IJ CENTRAL; ADOPT LINKS; DIGITAL DIASPORA
(Artists: The Bay Area Video Coalition (BAVC) Producers Institute Fellows, Paco De Onis, Deane Liam, and Thomas Allen Harris)
The Producers Institute for New Media Technologies at BAVC is a residency program for independent producers to develop and prototype a multiplatform, interactive project informed by a social justice documentary. The participants adapt their content for video game applications, media rich maps, interactive timelines, mobile streaming, virtual communities, and social media networks. This special presentation will spotlight three works: IJ Central, by Paco De Onis, producer of The Reckoning: The Battle for the International Criminal Court; AdoptLinks, by filmmaker Deanne Liam, which is based on her upcoming feature, Precious Objects of Desire; and Digital Diaspora Family Reunion, by Thomas Allen Harris which is based on his upcoming feature documentary, Through A Lens Darkly: Black Photographers and the Emergence of a People.

LUNCHFILM: FILM BEFORE FOOD (Filmmakers: Various independent filmmakers)
Truly independent films are made from the gut. Mike Plante’s Lunchfilm concept is basic: a filmmaker is taken out to lunch and in exchange, the filmmaker agrees to make a short film. The budget– the same cost as the lunch. A contract is drawn up on a napkin and includes both rules and ideas for inspiration. At times poetically real or languidly artistic, the resulting Lunchfilms offer a variety of stunning tastes.

The participating filmmakers are Tom Barndt, Martha Colburn, Sean Conway, David Fenster and David, Nordstrom, Jim Finn, Mike Gibisser, Bobcat Goldthwait, Brent Green, Sam Green, Braden King, George Kuchar, Lee Lynch and Naomi Uman, Jake Mahaffy, Nicolas McCarthy, Sarah Soquel Morhaim, Ricardo Rivera, Kelly Sears, Jennifer Shainin and Randy Walker, and Anonymous.

THE WORKS OF MARIA MARSHALL (Artist: Maria Marshall)
London based artist, Maria Marshall’s disturbing and gorgeously composed video projections provoke the psychological dimensions of cinema. Often violent and always visually charming, Marshall has made more than 35 installations and frequently uses her two sons in the main roles. Marshall’s work tackles the fundamental subjects of motherhood, socialization, and life experience and takes us back to the world of childhood as a pretext in order to evoke the anxiety of adults. Hypnotic in effect, Marshall’s films employ digital technology to create disturbing images such as a video portrait of her young son smoking, or a piece in which Marshall’s skin literally crawls.

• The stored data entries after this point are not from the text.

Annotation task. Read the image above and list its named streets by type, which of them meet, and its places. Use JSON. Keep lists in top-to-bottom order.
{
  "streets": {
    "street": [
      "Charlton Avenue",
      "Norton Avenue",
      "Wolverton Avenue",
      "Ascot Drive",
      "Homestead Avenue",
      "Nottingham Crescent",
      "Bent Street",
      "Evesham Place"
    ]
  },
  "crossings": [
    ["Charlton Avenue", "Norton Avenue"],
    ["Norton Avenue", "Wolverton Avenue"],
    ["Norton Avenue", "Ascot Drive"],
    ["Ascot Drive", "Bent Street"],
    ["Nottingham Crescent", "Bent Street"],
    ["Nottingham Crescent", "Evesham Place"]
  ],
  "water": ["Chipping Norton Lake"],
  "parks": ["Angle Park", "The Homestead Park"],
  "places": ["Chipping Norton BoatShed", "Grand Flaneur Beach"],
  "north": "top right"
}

THE COMPOSERS LAB EXPERIMENTS: METAMORPHOSES (Artists: Gingger Shankar and //a73)
The Composer’s Lab Experiments at New Frontier feature collaboration between musician, Gingger Shankar and filmmakers A.J. Lara and Arthur Hyde. In their multimedia performance, Metamorphoses, Gingger Shankar and special guest musicians will elegantly score the walls of time and space. The musicians will test the boundaries of organic versus electronic music, in search of where the two meet.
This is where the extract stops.